CNN couldn't stop Donald Trump. Neither could Fox News.
Some of the nation's most influential conservatives, from Glenn Beck to Bill Kristol, were powerless. Karl Rove and the Bush family had no effect. Scandal after scandal failed to put a chink in his armor.
And the 16 other GOP contenders, comprising some of the party's brightest and budding stars, proved to be impotent.
But some observers say that one man may have had the power to prevent Donald Trump's accession within the Republican Party: Matt Drudge....
Drudge does not host any content of his own on his website. Instead, he simply writes headlines and links out to stories from around the web, providing the beneficiary with high volumes of readers.

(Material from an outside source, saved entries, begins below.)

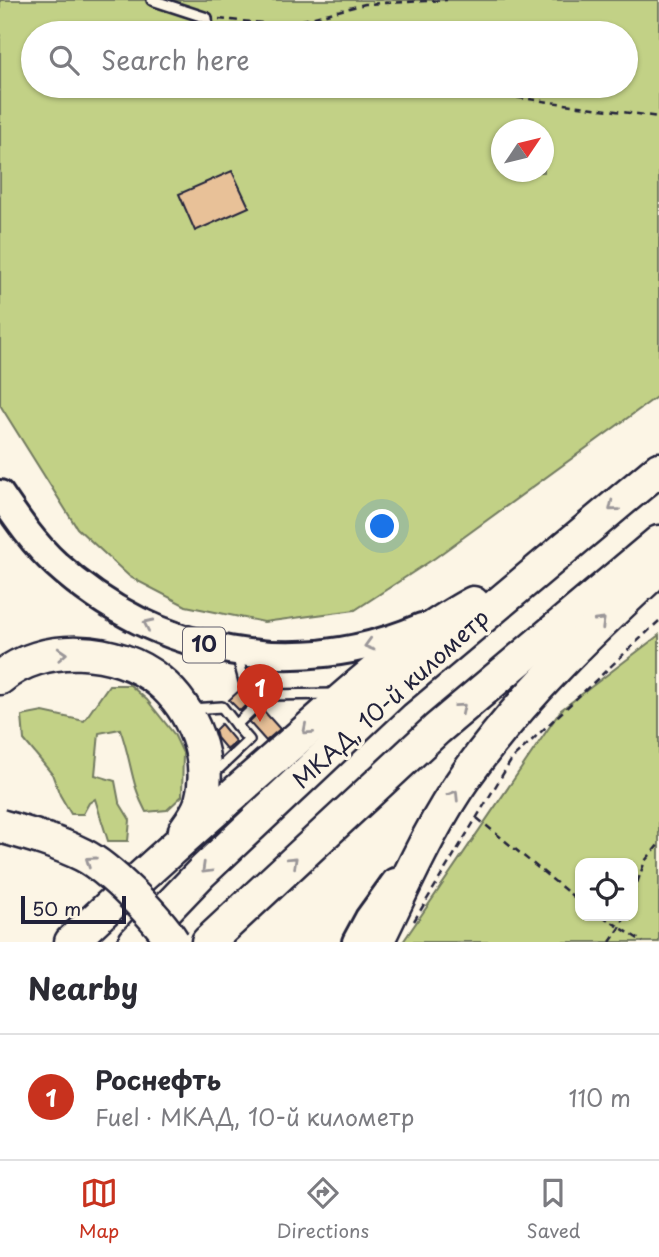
<!DOCTYPE html>
<html lang="en">
<head>
<meta charset="utf-8">
<style>
	:root { --surface:#fff; --page:#f7f7f7; --text:#2b2b33; --muted:#7c7c81; --line:#e1e1e2; --accent:#c8321e }
	body { margin:0; font-family:"Playpen Sans",sans-serif; background:var(--page); color:var(--text) }
	.controls { position:absolute; right:21px; bottom:21px; display:grid; overflow:hidden; border-radius:14px; box-shadow:0 2px 5px #0004 }
	.controls button { width:63px; height:63px; display:grid; place-items:center; padding:0; border:0; border-bottom:2px solid var(--line); background:var(--surface); color:var(--text); font:35px sans-serif }
	.compass { position:absolute; left:491px; top:119px; width:63px; height:63px; border-radius:50%; background:var(--surface); box-shadow:0 2px 5px #0004; rotate:55deg }
	.scale { position:absolute; left:21px; bottom:18px; width:105px; box-sizing:border-box; padding-left:7px; border:4px solid #22223b; border-top:0; font-size:19px; line-height:24px; white-space:nowrap; color:#22223b; -webkit-text-stroke:5px #fcf5e5; paint-order:stroke }
	.you { position:absolute; left:383px; top:527px; width:24px; height:24px; margin:-18px; border:5px solid #fff; border-radius:50%; background:#1a73e8; box-shadow:0 0 0 10px #1a73e833 }
	.badge { display:grid; place-items:center; width:46px; height:46px; border-radius:50%; background:var(--accent); color:#fff; font-size:23px; font-weight:700 }
	.pin { position:absolute; translate:-50% -58px; filter:drop-shadow(0 2px 4px #0008) }
	.pin::after { content:''; position:absolute; top:37px; width:24px; height:21px; background:inherit; clip-path:polygon(0 0,100% 0,50% 100%) }
	.list { margin:0; padding:0; list-style:none }
	h2 { display:flex; justify-content:space-between; align-items:center; height:91px; margin:0; padding:0 28px; font-size:30px }
	h2 small { font-size:23px; font-weight:400; color:var(--muted) }
	.list li { display:grid; grid-template-columns:46px 1fr auto; gap:21px; align-items:center; box-sizing:border-box; height:126px; padding:0 28px; border-top:2px solid var(--line) }
	.list b { display:block; font-size:26px; white-space:nowrap }
	.list p { margin:0; font-size:23px; white-space:nowrap; color:var(--muted) }
	.list em { font-size:23px; font-style:normal; color:var(--muted) }
	.icon { flex:none; width:38px; height:38px; fill:none; stroke:currentColor; stroke-width:2; stroke-linecap:round; stroke-linejoin:round }
	.map { position:relative; flex:none; width:659px; height:942px; overflow:hidden }
	.search { position:absolute; background:var(--surface); box-shadow:0 2px 5px #0004; left:21px; right:21px; top:21px; height:77px; display:flex; align-items:center; gap:18px; box-sizing:border-box; padding:0 24px; border-radius:38px; color:var(--muted); font-size:26px }
	.sheet { height:217px; background:var(--surface) }
	nav { display:flex; justify-content:space-around; align-items:center; box-sizing:border-box; height:98px; border-top:2px solid var(--line); background:var(--surface); font-size:19px; color:var(--muted) }
	nav a { display:grid; justify-items:center; gap:4px }
	nav .on { color:var(--accent) }
	.map>svg:first-child { display:block }
	.green { fill:#c2d186; stroke:#727a60; stroke-width:2; fill-rule:evenodd }
	.building { fill:#e8c198; stroke:#22223b; stroke-width:2 }
	.lines { fill:none; stroke-linecap:round; stroke-linejoin:round }
	.lane-casing { stroke:#22223b; stroke-width:14 }
	.primary-casing { stroke:#22223b; stroke-width:32 }
	.highway-casing { stroke:#22223b; stroke-width:37 }
	.path { stroke:#22223b; stroke-width:2.5; stroke-dasharray:7 5; stroke-linecap:butt }
	.lane { stroke:#fcf5e5; stroke-width:9 }
	.primary { stroke:#fcf5e5; stroke-width:26 }
	.highway { stroke:#fcf5e5; stroke-width:32 }
	.highway-bridge-casing { stroke:#22223b; stroke-width:37; stroke-linecap:butt }
	.highway-bridge { stroke:#fcf5e5; stroke-width:32 }
	.oneway { stroke:#9a9698 }
	.labels { text-anchor:middle; stroke-width:7; stroke-linejoin:round; paint-order:stroke }
	.shield { fill:#fcf5e5; stroke:#63616e; stroke-width:2 }
	.shield-label { font-size:21px; font-weight:bold; fill:#22223b }
	.street-label { font-size:23px; fill:#22223b; stroke:#fcf5e5 }
</style>
</head>
<body>
<div class="map">
<svg width="659" height="942" viewBox="0 0 659 942">
	<rect width="100%" height="100%" fill="#fcf5e5"/>
	<filter id="ink" filterUnits="userSpaceOnUse"><feTurbulence type="fractalNoise" baseFrequency=".0143" numOctaves="2"/><feDisplacementMap in="SourceGraphic" scale="14" xChannelSelector="R" yChannelSelector="G"/><feConvolveMatrix kernelMatrix="1 2 1 2 8 2 1 2 1" color-interpolation-filters="sRGB"/></filter>
	<g filter="url(#ink)">
		<!-- green -->
		<g class="green">
			<path d="M0,0H659V395L435,558L355,610L264,622L186,606L130,577L77,528L0,405ZM33,33H626V86H33ZM502,130H544V172H502Z"/>
			<path d="M659,635V942H403L561,710ZM633,863V916H580V863Z"/>
			<path d="M109,685H130L147,700L174,734L183,753L182,796L167,810L146,812C131,785 131,758 120,729L99,733L95,775L115,781L119,802L130,820L128,841H108L95,799L89,803L83,814H71L60,795L52,774L24,740L22,716L43,712L84,721Z"/>
		</g>
		<!-- building -->
		<g class="building">
			<polygon points="232,171 249,207 195,231 179,194"/>
			<polygon points="241,689 251,700 240,711 229,700"/>
			<polygon points="262,709 280,729 266,741 249,722"/>
			<polygon points="221,724 236,742 227,750 217,738 215,730"/>
		</g>
		<g class="lines">
			<!-- lane casing -->
			<g class="lane-casing">
				<g id="lane">
					<polyline points="152,0 207,18 208,33"/>
					<polyline points="210,86 210,87"/>
					<polyline points="237,654 244,681 263,699"/>
					<polyline points="191,709 222,707 236,725"/>
					<polyline points="213,774 249,740 236,725 267,695 336,694"/>
				</g>
			</g>
			<!-- primary casing -->
			<g class="primary-casing">
				<g id="primary">
					<path d="M0,494C17,519 34,544 56,564C157,656 297,681 422,627"/>
					<polyline points="356,942 369,918 395,882"/>
				</g>
			</g>
			<!-- highway casing -->
			<g class="highway-casing">
				<g id="highway">
					<path d="M0,678C42,642 117,646 159,681C193,709 213,760 201,802C198,812 191,822 185,830"/>
					<path d="M71,942C146,871 223,803 300,736C355,688 410,637 473,603"/>
					<polyline points="135,942 202,872 392,693 659,469"/>
					<polyline points="208,942 437,729 659,542"/>
					<path d="M377,942C405,885 430,826 467,774C522,697 590,632 659,568"/>
				</g>
			</g>
			<!-- path -->
			<g class="path">
				<polyline points="219,19 284,25 365,4 447,0"/>
				<polyline points="284,25 303,33"/>
				<polyline points="434,86 659,117"/>
				<polyline points="477,818 580,902"/>
				<polyline points="633,894 645,861 659,844"/>
				<polyline points="602,916 643,942"/>
				<polyline points="414,921 512,759 659,621"/>
				<polyline points="610,942 620,928 625,916"/>
			</g>
			<!-- lane -->
			<use href="#lane" class="lane"/>
			<!-- primary -->
			<use href="#primary" class="primary"/>
			<!-- highway -->
			<use href="#highway" class="highway"/>
			<!-- highway-bridge casing -->
			<g class="highway-bridge-casing">
				<path id="highway-bridge" d="M0,826C28,834 57,842 83,855C109,868 157,917 173,942"/>
			</g>
			<!-- highway-bridge -->
			<use href="#highway-bridge" class="highway-bridge"/>
		</g>
		<!-- one-way arrows -->
		<defs><path id="oneway-chevron" d="M-2-3.5L2.5 0L-2 3.5" fill="none" stroke-width="1.6" stroke-linecap="round" stroke-linejoin="round" transform="scale(1.75)"/></defs>
		<g class="oneway">
			<use href="#oneway-chevron" transform="translate(613 507) rotate(141)"/>
			<use href="#oneway-chevron" transform="translate(601 622) rotate(-44)"/>
			<use href="#oneway-chevron" transform="translate(148 624) rotate(-155)"/>
			<use href="#oneway-chevron" transform="translate(369 645) rotate(164)"/>
			<use href="#oneway-chevron" transform="translate(62 654) rotate(-3)"/>
			<use href="#oneway-chevron" transform="translate(461 708) rotate(-40)"/>
			<use href="#oneway-chevron" transform="translate(307 730) rotate(139)"/>
			<use href="#oneway-chevron" transform="translate(454 795) rotate(-58)"/>
			<use href="#oneway-chevron" transform="translate(90 861) rotate(-145)"/>
			<use href="#oneway-chevron" transform="translate(293 861) rotate(-43)"/>
			<use href="#oneway-chevron" transform="translate(206 869) rotate(136)"/>
		</g>
	</g>
	<g class="labels">
		<!-- shield labels -->
		<rect class="shield" x="183" y="627.5" width="42" height="35" rx="5"/>
		<g class="shield-label">
			<text x="204" y="652">10</text>
		</g>
		<!-- street labels -->
		<g class="street-label">
			<text transform="translate(391 699) rotate(-42)" y="8">МКАД, 10-й километр</text>
		</g>
	</g>
</svg>
<div class="controls">
<button><svg class="icon" aria-label="locate" viewBox="0 0 24 24"><circle cx="12" cy="12" r="6"/><path d="M12 2v4M12 18v4M2 12h4M18 12h4"/></svg></button>
</div>
<svg class="compass" viewBox="-18 -18 36 36"><path d="M0-13l5 13h-10z" fill="#e53935"/><path d="M0 13l5-13h-10z" fill="#7c7c81"/></svg>
<div class="scale">50 m</div>
<div class="you"></div>
<div class="pin badge" style="left:260px;top:722px">1</div>
<div class="search"><svg class="icon" aria-label="search" viewBox="0 0 24 24"><circle cx="10" cy="10" r="6"/><path d="M15 15l6 6"/></svg>Search here</div>
</div>
<section class="sheet">
<h2>Nearby<small></small></h2>
<ul class="list">
<li><span class="badge">1</span><div><b>Роснефть</b><p>Fuel · МКАД, 10-й километр</p></div><em>110 m</em></li>
</ul>
</section>
<nav>
<a class="on"><svg class="icon" aria-label="map" viewBox="0 0 24 24"><path d="M3 6l6-2 6 2 6-2v14l-6 2-6-2-6 2zM9 4v14M15 6v14"/></svg>Map</a>
<a><svg class="icon" aria-label="directions" viewBox="0 0 24 24"><path d="M12 3l9 9-9 9-9-9zM9 14v-3h6M13 9l2 2-2 2"/></svg>Directions</a>
<a><svg class="icon" aria-label="saved" viewBox="0 0 24 24"><path d="M7 4h10v16l-5-4-5 4z"/></svg>Saved</a>
</nav>
</body>
</html>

In fact, Drudge was the top traffic referrer to The New York Times, The Wall Street Journal, Fox News, and other news outlets in 2015, according to a Vocativ report. The report said the site accounted for a staggering 52% of referral traffic to the Associated Press.
As Ziegler wrote:
"[B]ecause of the enormous traffic and attention that a well-placed Drudge link can bring, when it becomes clear what narrative Matt is favoring, a literal 'market' is created for stories which fit that storyline so that they might be linked on the Drudge Report. For instance, it is my strong belief that, if Drudge had not gotten on the Trump bandwagon, Breitbart.com would never have so overtly done so, because they wouldn't have had the same financial/traffic incentives."
Ziegler concluded that Drudge is, in effect, an assignment editor for the news media, particularly outlets that lean or are outright conservative.
And in 2016, Drudge made it known that he was assigning only pro-Trump stories. He rewarded those who authored stories favorable to the real-estate mogul with frequent links while he simultaneously discouraged those critical of the Manhattan billionaire by blacklisting them from his page.
The message sent to journalists was simple: If you want Drudge traffic, then cover the news through a pro-Trump lens.